Part of what’s won me over to a full-throated support of my national soccer squad is the play of Donovan who has grown steelier and more enterprising in recent years. This transformation has coincided with his move from the center of the field to the wing. Perhaps he is also less central to the personality of the squad these days, and this ironically has made him more of a leader (Zizek, I’m sure, would have a theory about this). Donovan led the comeback Saturday, marching down the right and capitalizing on a Slovenian slip. For a moment he looked around for a pass, but then he took things upon himself, frightening the goalkeeper with a close-range rocket (Viva America!). He then looked around to his teammates as if to say, we’re not done here. We will win this battle.

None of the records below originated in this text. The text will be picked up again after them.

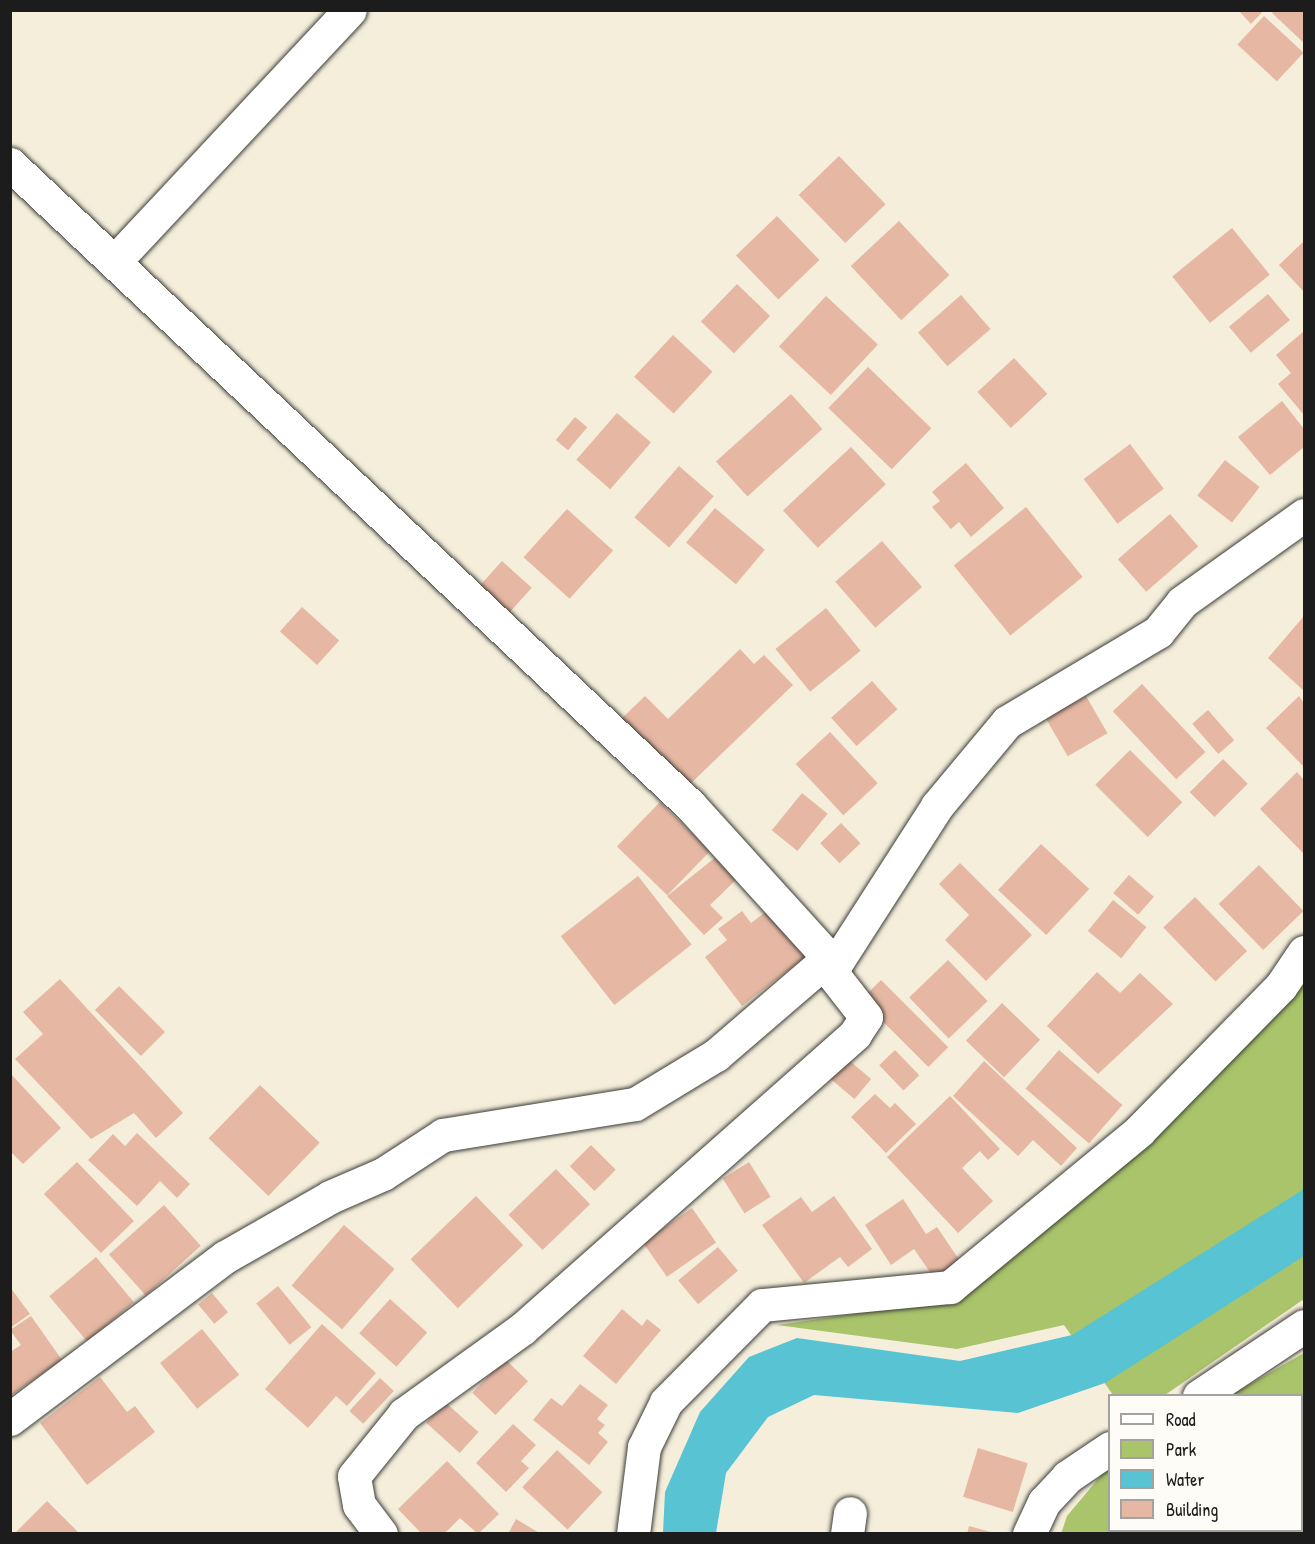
<!DOCTYPE html>
<html>
<head>
<meta charset="utf-8">
<style>
  body { margin:0 }
  #map { position:relative; width:1315px; height:1544px; overflow:hidden; background:#f4eeda; font-family:"Patrick Hand",sans-serif }
  div>[style] { position:absolute }
  .green>* { inset:0; background:#a9c46a }
  .water>* { inset:0; background:#58c3d3 }
  .building>* { inset:0; background:#e6b8a3; transform-origin:0 0 }
  .roads { filter:drop-shadow(0 0 2px #3c3c38) drop-shadow(0 0 2px #3c3c38) }
  .minor>* { height:33px; margin:-16.5px; padding:0 16.5px; transform-origin:16.5px; border-radius:16.5px; background:#fff }
  span { translate:-50% -50%; white-space:nowrap; text-align:center; line-height:1.15; -webkit-text-stroke:6px #fdfcf7; paint-order:stroke }
  .frame { position:absolute; inset:0; border:12px solid #1c1c1c; pointer-events:none }
  .legend { position:absolute; left:1108px; top:1394px; width:195px; height:138px; box-sizing:border-box; background:#fdfcf7; border:2px solid #a3a29f; margin:0; padding:8px 10px; list-style:none; font-size:18px; color:#1c1c1c }
  .legend li { display:flex; align-items:center; gap:12px; height:30px }
  .legend b { width:30px; border:2px solid #a3a29f }
</style>
</head>
<body>
<div id="map">
  <div class="green">
    <i style="clip-path:polygon(1304px 981px,1304px 1299px,1165px 1395px,1113px 1395px,1064px 1325px,957px 1349px,777px 1325px,959px 1299px)"></i>
    <i style="clip-path:polygon(1304px 1353px,1304px 1533px,1061px 1534px,1067px 1516px,1109px 1466px,1110px 1530px,1302px 1530px,1302px 1396px,1231px 1395px)"></i>
  </div>
  <div class="water">
    <i style="clip-path:polygon(1304px 1189px,1304px 1256px,1105px 1383px,1018px 1413px,814px 1395px,768px 1417px,726px 1473px,716px 1533px,663px 1533px,665px 1492px,700px 1412px,749px 1357px,797px 1338px,960px 1361px,1072px 1335px)"></i>
  </div>
  <div class="building">
    <i style="clip-path:polygon(1238px 10px,1264px 10px,1251px 24px)"></i>
    <i style="clip-path:polygon(1274px 10px,1304px 10px,1304px 43px,1272px 13px)"></i>
    <i style="left:1264px;top:16px;width:54px;height:39px;rotate:43deg"></i>
    <i style="left:839px;top:156px;width:67px;height:56px;rotate:46deg"></i>
    <i style="left:777px;top:216px;width:61px;height:57px;rotate:46deg"></i>
    <i style="left:899px;top:221px;width:74px;height:66px;rotate:47deg"></i>
    <i style="left:1232px;top:228px;width:60px;height:77px;rotate:51deg"></i>
    <i style="clip-path:polygon(1304px 241px,1304px 292px,1279px 265px)"></i>
    <i style="left:737px;top:284px;width:46px;height:52px;rotate:44deg"></i>
    <i style="left:1268px;top:294px;width:34px;height:51px;rotate:50deg"></i>
    <i style="left:961px;top:295px;width:45px;height:57px;rotate:49deg"></i>
    <i style="left:826px;top:296px;width:71px;height:69px;rotate:43deg"></i>
    <i style="clip-path:polygon(1304px 331px,1304px 415px,1278px 384px,1291px 373px,1276px 355px)"></i>
    <i style="left:673px;top:335px;width:54px;height:57px;rotate:43deg"></i>
    <i style="left:1014px;top:358px;width:49px;height:50px;rotate:47deg"></i>
    <i style="left:868px;top:367px;width:88px;height:57px;rotate:44deg"></i>
    <i style="left:791px;top:394px;width:47px;height:101px;rotate:48deg"></i>
    <i style="clip-path:polygon(1282px 401px,1304px 429px,1304px 447px,1270px 475px,1238px 437px)"></i>
    <i style="left:617px;top:413px;width:45px;height:62px;rotate:41deg"></i>
    <i style="left:575px;top:417px;width:16px;height:30px;rotate:40deg"></i>
    <i style="left:1130px;top:444px;width:56px;height:58px;rotate:53deg"></i>
    <i style="left:851px;top:447px;width:51px;height:93px;rotate:47deg"></i>
    <i style="left:1225px;top:460px;width:44px;height:45px;rotate:38deg"></i>
    <i style="clip-path:polygon(966px 463px,1004px 508px,971px 537px,959px 522px,951px 529px,932px 507px,940px 501px,932px 492px)"></i>
    <i style="left:679px;top:466px;width:46px;height:68px;rotate:41deg"></i>
    <i style="left:1026px;top:507px;width:90px;height:93px;rotate:51deg"></i>
    <i style="left:715px;top:508px;width:65px;height:45px;rotate:40deg"></i>
    <i style="left:567px;top:509px;width:62px;height:65px;rotate:42deg"></i>
    <i style="left:1170px;top:514px;width:43px;height:69px;rotate:49deg"></i>
    <i style="left:882px;top:541px;width:61px;height:62px;rotate:49deg"></i>
    <i style="left:502px;top:561px;width:40px;height:33px;rotate:42deg"></i>
    <i style="left:302px;top:607px;width:50px;height:33px;rotate:42deg"></i>
    <i style="left:826px;top:608px;width:55px;height:65px;rotate:51deg"></i>
    <i style="clip-path:polygon(1304px 616px,1304px 691px,1268px 658px)"></i>
    <i style="clip-path:polygon(740px 649px,754px 664px,764px 655px,793px 685px,686px 788px,620px 720px,645px 696px,668px 719px)"></i>
    <i style="left:872px;top:681px;width:38px;height:55px;rotate:48deg"></i>
    <i style="left:1142px;top:684px;width:93px;height:40px;rotate:47deg"></i>
    <i style="left:1086px;top:696px;width:43px;height:46px;rotate:60deg"></i>
    <i style="clip-path:polygon(1299px 696px,1304px 703px,1304px 767px,1266px 728px)"></i>
    <i style="left:1208px;top:710px;width:40px;height:21px;rotate:49deg"></i>
    <i style="left:830px;top:732px;width:70px;height:47px;rotate:47deg"></i>
    <i style="left:1130px;top:750px;width:74px;height:49px;rotate:45deg"></i>
    <i style="left:1223px;top:759px;width:35px;height:47px;rotate:45deg"></i>
    <i style="clip-path:polygon(1297px 772px,1304px 780px,1304px 854px,1260px 809px)"></i>
    <i style="left:802px;top:793px;width:33px;height:48px;rotate:39deg"></i>
    <i style="left:660px;top:802px;width:70px;height:62px;rotate:44deg"></i>
    <i style="left:841px;top:823px;width:28px;height:29px;rotate:46deg"></i>
    <i style="left:1041px;top:844px;width:66px;height:63px;rotate:43deg"></i>
    <i style="clip-path:polygon(716px 857px,737px 879px,710px 905px,723px 918px,704px 935px,667px 896px)"></i>
    <i style="clip-path:polygon(960px 863px,1032px 935px,986px 981px,945px 940px,969px 915px,939px 884px)"></i>
    <i style="left:1259px;top:865px;width:64px;height:56px;rotate:46deg"></i>
    <i style="left:1129px;top:875px;width:33px;height:24px;rotate:41deg"></i>
    <i style="left:638px;top:876px;width:87px;height:98px;rotate:52deg"></i>
    <i style="left:1195px;top:897px;width:75px;height:44px;rotate:46deg"></i>
    <i style="left:1113px;top:900px;width:43px;height:40px;rotate:39deg"></i>
    <i style="clip-path:polygon(771px 908px,807px 956px,742px 1006px,705px 957px,727px 940px,718px 929px,742px 911px,751px 923px)"></i>
    <i style="left:948px;top:960px;width:57px;height:54px;rotate:46deg"></i>
    <i style="clip-path:polygon(1097px 972px,1120px 993px,1140px 973px,1173px 1004px,1098px 1074px,1047px 1026px)"></i>
    <i style="clip-path:polygon(60px 979px,183px 1113px,156px 1138px,134px 1113px,91px 1139px,15px 1059px,43px 1034px,23px 1012px)"></i>
    <i style="left:881px;top:980px;width:95px;height:28px;rotate:45deg"></i>
    <i style="left:119px;top:986px;width:65px;height:34px;rotate:45deg"></i>
    <i style="left:1002px;top:1003px;width:53px;height:52px;rotate:44deg"></i>
    <i style="left:895px;top:1050px;width:35px;height:22px;rotate:46deg"></i>
    <i style="left:1059px;top:1050px;width:84px;height:51px;rotate:41deg"></i>
    <i style="left:839px;top:1052px;width:42px;height:26px;rotate:40deg"></i>
    <i style="clip-path:polygon(984px 1061px,1077px 1148px,1061px 1166px,1033px 1140px,1018px 1156px,953px 1096px)"></i>
    <i style="clip-path:polygon(10px 1073px,61px 1128px,23px 1164px,10px 1151px)"></i>
    <i style="left:260px;top:1085px;width:83px;height:74px;rotate:44deg"></i>
    <i style="clip-path:polygon(875px 1094px,890px 1108px,895px 1103px,916px 1124px,886px 1153px,851px 1117px)"></i>
    <i style="clip-path:polygon(950px 1096px,1000px 1149px,988px 1160px,980px 1151px,962px 1168px,993px 1201px,958px 1233px,887px 1157px)"></i>
    <i style="clip-path:polygon(137px 1133px,190px 1184px,177px 1198px,160px 1181px,137px 1206px,88px 1160px,113px 1134px,125px 1146px)"></i>
    <i style="left:591px;top:1145px;width:35px;height:30px;rotate:45deg"></i>
    <i style="left:77px;top:1162px;width:82px;height:46px;rotate:46deg"></i>
    <i style="left:749px;top:1162px;width:41px;height:31px;rotate:58deg"></i>
    <i style="left:556px;top:1169px;width:49px;height:66px;rotate:46deg"></i>
    <i style="left:476px;top:1196px;width:68px;height:91px;rotate:46deg"></i>
    <i style="clip-path:polygon(834px 1196px,872px 1249px,848px 1267px,840px 1257px,804px 1283px,762px 1225px,801px 1197px,812px 1212px)"></i>
    <i style="clip-path:polygon(903px 1199px,926px 1234px,937px 1227px,960px 1261px,934px 1278px,914px 1249px,891px 1265px,865px 1225px)"></i>
    <i style="left:164px;top:1205px;width:55px;height:74px;rotate:48deg"></i>
    <i style="left:692px;top:1208px;width:42px;height:60px;rotate:55deg"></i>
    <i style="left:344px;top:1225px;width:67px;height:80px;rotate:41deg"></i>
    <i style="left:718px;top:1247px;width:31px;height:52px;rotate:50deg"></i>
    <i style="left:96px;top:1257px;width:59px;height:61px;rotate:50deg"></i>
    <i style="left:278px;top:1286px;width:53px;height:28px;rotate:51deg"></i>
    <i style="clip-path:polygon(10px 1287px,30px 1314px,10px 1328px)"></i>
    <i style="left:212px;top:1293px;width:25px;height:18px;rotate:50deg"></i>
    <i style="left:390px;top:1299px;width:50px;height:46px;rotate:42deg"></i>
    <i style="clip-path:polygon(622px 1309px,642px 1326px,647px 1319px,661px 1330px,616px 1384px,583px 1356px)"></i>
    <i style="clip-path:polygon(31px 1316px,62px 1360px,10px 1396px,10px 1352px,21px 1345px,10px 1330px)"></i>
    <i style="clip-path:polygon(322px 1324px,376px 1373px,347px 1406px,336px 1396px,308px 1428px,265px 1389px)"></i>
    <i style="left:202px;top:1329px;width:59px;height:54px;rotate:51deg"></i>
    <i style="left:505px;top:1359px;width:32px;height:47px;rotate:44deg"></i>
    <i style="clip-path:polygon(100px 1377px,127px 1412px,135px 1406px,155px 1432px,87px 1485px,40px 1423px)"></i>
    <i style="left:380px;top:1378px;width:19px;height:45px;rotate:43deg"></i>
    <i style="clip-path:polygon(580px 1384px,608px 1405px,597px 1419px,605px 1425px,598px 1433px,608px 1442px,589px 1465px,533px 1420px,551px 1398px,562px 1406px)"></i>
    <i style="left:445px;top:1402px;width:45px;height:28px;rotate:42deg"></i>
    <i style="clip-path:polygon(513px 1424px,536px 1445px,521px 1461px,529px 1468px,506px 1492px,476px 1463px)"></i>
    <i style="left:978px;top:1448px;width:52px;height:51px;rotate:17deg"></i>
    <i style="left:557px;top:1450px;width:62px;height:51px;rotate:43deg"></i>
    <i style="clip-path:polygon(447px 1461px,499px 1514px,478px 1534px,460px 1518px,444px 1534px,422px 1534px,398px 1509px)"></i>
    <i style="clip-path:polygon(47px 1501px,80px 1534px,14px 1534px)"></i>
    <i style="clip-path:polygon(516px 1519px,541px 1534px,508px 1534px)"></i>
    <i style="clip-path:polygon(969px 1526px,994px 1533px,994px 1534px,967px 1534px)"></i>
  </div>
  <div class="roads">
    <div class="minor">
      <i style="left:10px;top:164px;width:934px;rotate:43.31deg"></i>
      <i style="left:690px;top:805px;width:216px;rotate:47.8deg"></i>
      <i style="left:116px;top:260px;width:342px;rotate:-46.9deg"></i>
      <i style="left:1199px;top:1396px;width:126px;rotate:-33.7deg"></i>
      <i style="left:10px;top:1419px;width:269px;rotate:-37deg"></i>
      <i style="left:225px;top:1257px;width:121px;rotate:-29.7deg"></i>
      <i style="left:330px;top:1197px;width:58px;rotate:-23.5deg"></i>
      <i style="left:383px;top:1174px;width:72px;rotate:-33deg"></i>
      <i style="left:443px;top:1135px;width:194px;rotate:-9.2deg"></i>
      <i style="left:635px;top:1104px;width:95px;rotate:-31.2deg"></i>
      <i style="left:716px;top:1055px;width:150px;rotate:-40.7deg"></i>
      <i style="left:381px;top:1534px;width:36px;rotate:-127deg"></i>
      <i style="left:359px;top:1505px;width:29px;rotate:-100deg"></i>
      <i style="left:354px;top:1476px;width:80px;rotate:-51.1deg"></i>
      <i style="left:404px;top:1414px;width:145px;rotate:-35.8deg"></i>
      <i style="left:522px;top:1329px;width:445px;rotate:-41.5deg"></i>
      <i style="left:855px;top:1034px;width:20px;rotate:-57deg"></i>
      <i style="left:866px;top:1017px;width:52px;rotate:-128deg"></i>
      <i style="left:834px;top:976px;width:11px;rotate:-85deg"></i>
      <i style="left:835px;top:965px;width:189px;rotate:-57.3deg"></i>
      <i style="left:937px;top:806px;width:109px;rotate:-50.2deg"></i>
      <i style="left:1007px;top:722px;width:176px;rotate:-30.8deg"></i>
      <i style="left:1158px;top:632px;width:38px;rotate:-51deg"></i>
      <i style="left:1182px;top:602px;width:150px;rotate:-35.5deg"></i>
      <i style="left:633px;top:1534px;width:88px;rotate:-82.8deg"></i>
      <i style="left:644px;top:1447px;width:50px;rotate:-63.9deg"></i>
      <i style="left:666px;top:1402px;width:136px;rotate:-45.3deg"></i>
      <i style="left:762px;top:1305px;width:189px;rotate:-5.5deg"></i>
      <i style="left:950px;top:1287px;width:245px;rotate:-39.5deg"></i>
      <i style="left:1139px;top:1131px;width:203px;rotate:-45.6deg"></i>
      <i style="left:1281px;top:986px;width:41px;rotate:-55.9deg"></i>
      <i style="left:847px;top:1534px;width:21px;rotate:-82deg"></i>
      <i style="left:1029px;top:1534px;width:35px;rotate:-65deg"></i>
      <i style="left:1044px;top:1502px;width:34px;rotate:-47deg"></i>
      <i style="left:1067px;top:1477px;width:52px;rotate:-34deg"></i>
    </div>
  </div>
  <div class="frame"></div>
  <ul class="legend">
  <li><b style="height:8px;background:#fff"></b>Road</li>
  <li><b style="height:16px;background:#a9c46a"></b>Park</li>
  <li><b style="height:16px;background:#58c3d3"></b>Water</li>
  <li><b style="height:16px;background:#e6b8a3"></b>Building</li>
  </ul>
</div>
</body>
</html>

They did, or nearly. The young Jozy Altidore was excellent throughout the second half. He nodded the ball to the Good Son, Michael Bradley, for the tying second goal. Then Donovan swung another dangerous ball into the area for Maurice Edu. His winner, as I’m sure you know, was called back. I was screaming, drowning out the Vuvuzelas. If I had been a full American supporter from the first whistle, the comeback had only strengthened my resolve. I didn’t nitpick about their poor passing or shoddy defense. I didn’t re-think Bob Bradley’s strategy. I just got caught up in the crowd and the surge, and I wanted victory. I wanted blood. I didn’t care about justice, or hate the referee. I just wanted him dead.

Zizek might say I’d identified completely with the superego, or he might say I’m a fool. I say he looks a little bit like Maradona (above), and let’s go USA.